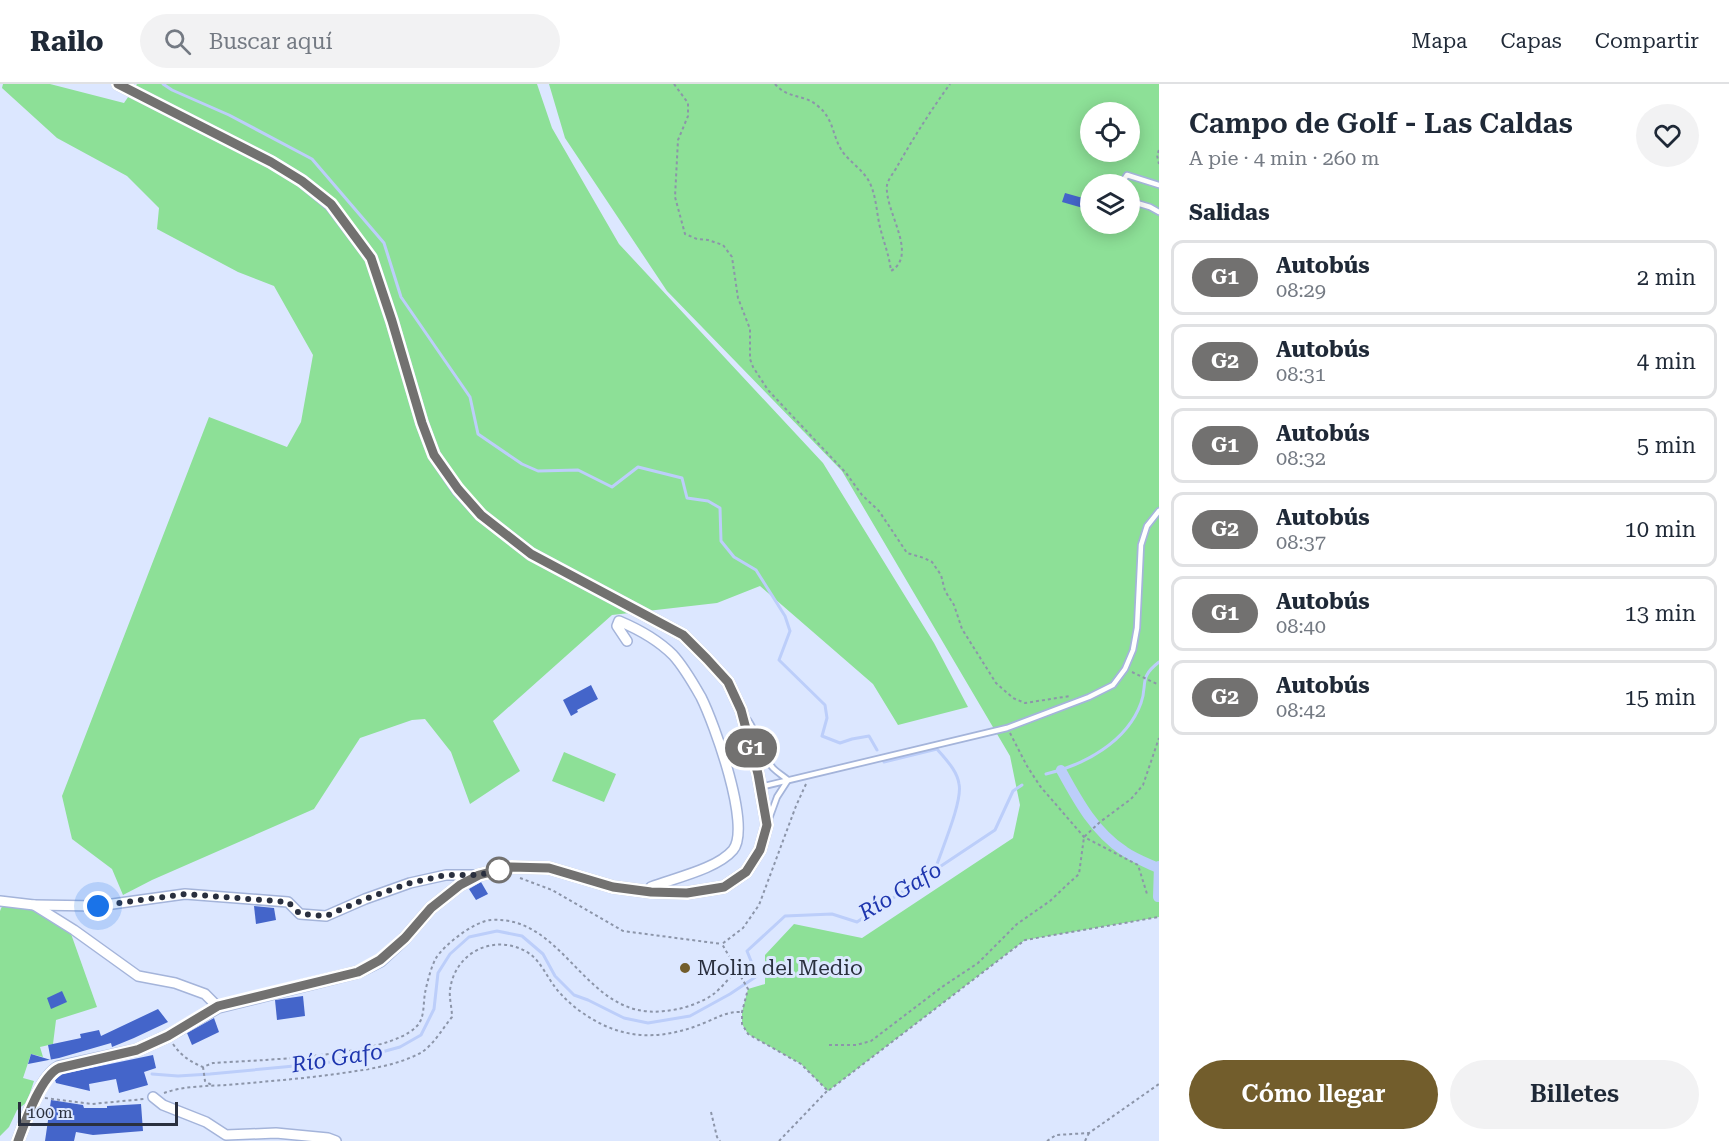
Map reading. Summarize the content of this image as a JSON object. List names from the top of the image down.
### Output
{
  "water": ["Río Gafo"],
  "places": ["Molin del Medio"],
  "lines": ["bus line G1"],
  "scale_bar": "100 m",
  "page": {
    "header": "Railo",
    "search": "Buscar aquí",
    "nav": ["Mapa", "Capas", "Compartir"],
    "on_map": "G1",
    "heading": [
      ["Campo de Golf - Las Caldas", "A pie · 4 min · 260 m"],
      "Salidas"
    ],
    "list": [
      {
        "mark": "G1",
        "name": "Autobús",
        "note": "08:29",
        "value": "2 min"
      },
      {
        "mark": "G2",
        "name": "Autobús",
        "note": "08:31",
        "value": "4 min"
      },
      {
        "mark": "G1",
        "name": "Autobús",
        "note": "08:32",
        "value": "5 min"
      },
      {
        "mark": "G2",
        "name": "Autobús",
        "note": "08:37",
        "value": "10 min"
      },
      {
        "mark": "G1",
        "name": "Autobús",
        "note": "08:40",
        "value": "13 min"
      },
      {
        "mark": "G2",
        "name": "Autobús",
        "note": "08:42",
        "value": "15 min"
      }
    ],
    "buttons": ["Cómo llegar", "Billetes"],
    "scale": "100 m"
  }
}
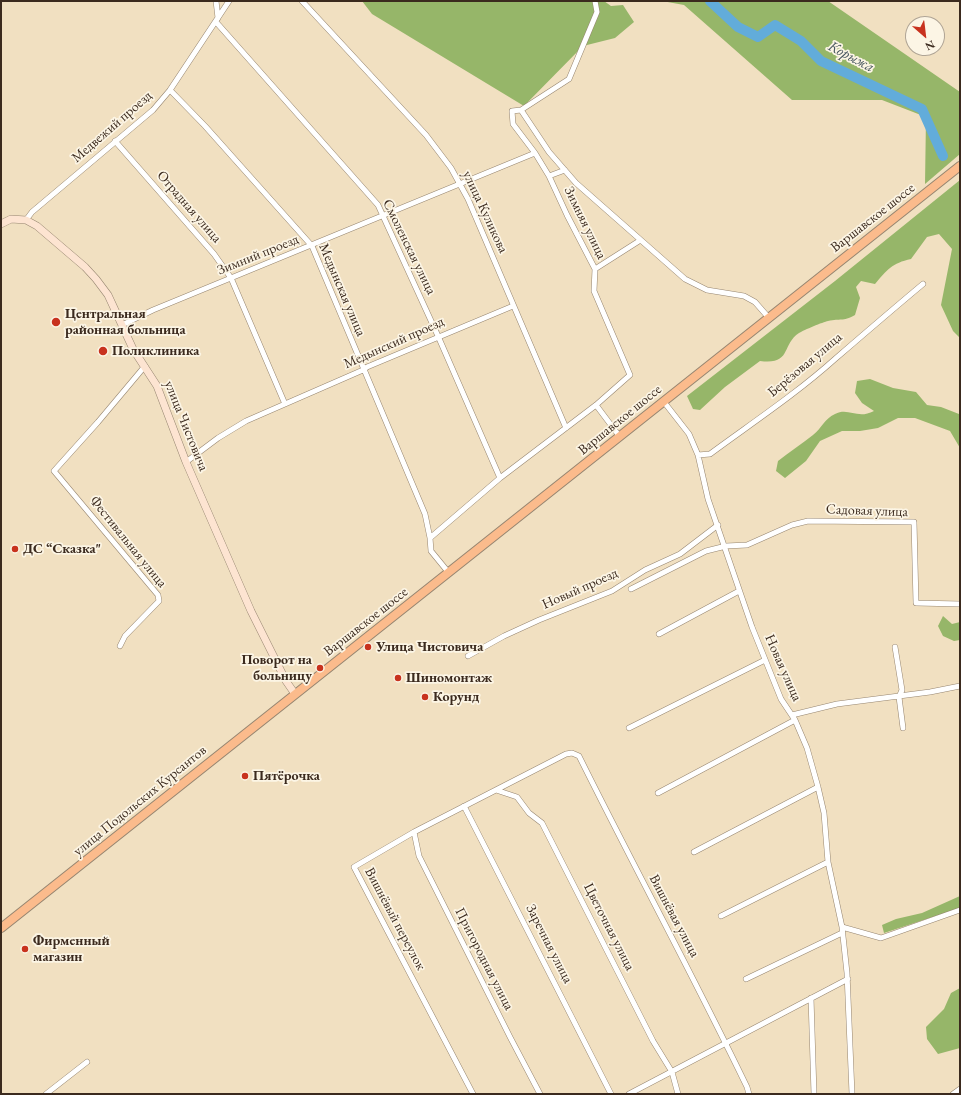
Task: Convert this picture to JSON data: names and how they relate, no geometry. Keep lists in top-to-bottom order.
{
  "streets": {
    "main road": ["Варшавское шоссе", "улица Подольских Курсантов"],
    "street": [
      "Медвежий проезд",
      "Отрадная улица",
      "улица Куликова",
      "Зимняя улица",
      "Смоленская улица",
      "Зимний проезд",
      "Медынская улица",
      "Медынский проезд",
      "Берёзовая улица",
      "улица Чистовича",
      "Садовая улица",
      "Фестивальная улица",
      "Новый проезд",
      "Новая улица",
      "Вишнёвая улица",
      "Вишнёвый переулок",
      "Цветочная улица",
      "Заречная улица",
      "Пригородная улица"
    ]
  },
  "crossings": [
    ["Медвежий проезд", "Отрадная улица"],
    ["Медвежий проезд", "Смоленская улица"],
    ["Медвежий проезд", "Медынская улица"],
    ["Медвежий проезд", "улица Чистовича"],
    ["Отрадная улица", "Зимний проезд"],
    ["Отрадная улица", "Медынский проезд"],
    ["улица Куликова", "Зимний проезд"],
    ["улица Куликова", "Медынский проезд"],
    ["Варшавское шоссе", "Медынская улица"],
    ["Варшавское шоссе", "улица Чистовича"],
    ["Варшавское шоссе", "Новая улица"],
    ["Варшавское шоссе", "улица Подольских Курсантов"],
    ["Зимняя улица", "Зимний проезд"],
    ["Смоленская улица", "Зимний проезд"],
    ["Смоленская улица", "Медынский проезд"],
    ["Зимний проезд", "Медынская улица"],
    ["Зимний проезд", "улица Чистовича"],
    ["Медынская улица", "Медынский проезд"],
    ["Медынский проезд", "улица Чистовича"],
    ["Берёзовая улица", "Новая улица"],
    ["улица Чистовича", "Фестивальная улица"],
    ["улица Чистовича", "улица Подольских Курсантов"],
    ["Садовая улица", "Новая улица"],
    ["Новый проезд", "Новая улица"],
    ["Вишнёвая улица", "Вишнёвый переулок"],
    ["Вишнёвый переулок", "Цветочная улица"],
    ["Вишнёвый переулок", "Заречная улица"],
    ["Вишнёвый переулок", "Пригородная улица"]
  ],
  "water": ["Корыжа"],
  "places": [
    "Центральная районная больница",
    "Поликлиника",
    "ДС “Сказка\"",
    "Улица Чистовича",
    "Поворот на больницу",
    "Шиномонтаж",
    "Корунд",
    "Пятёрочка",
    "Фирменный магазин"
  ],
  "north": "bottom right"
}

* _What is needed_
Lines with the string "Новый" in the data above: say how many there are, giving the number alone.

* _Your response_
2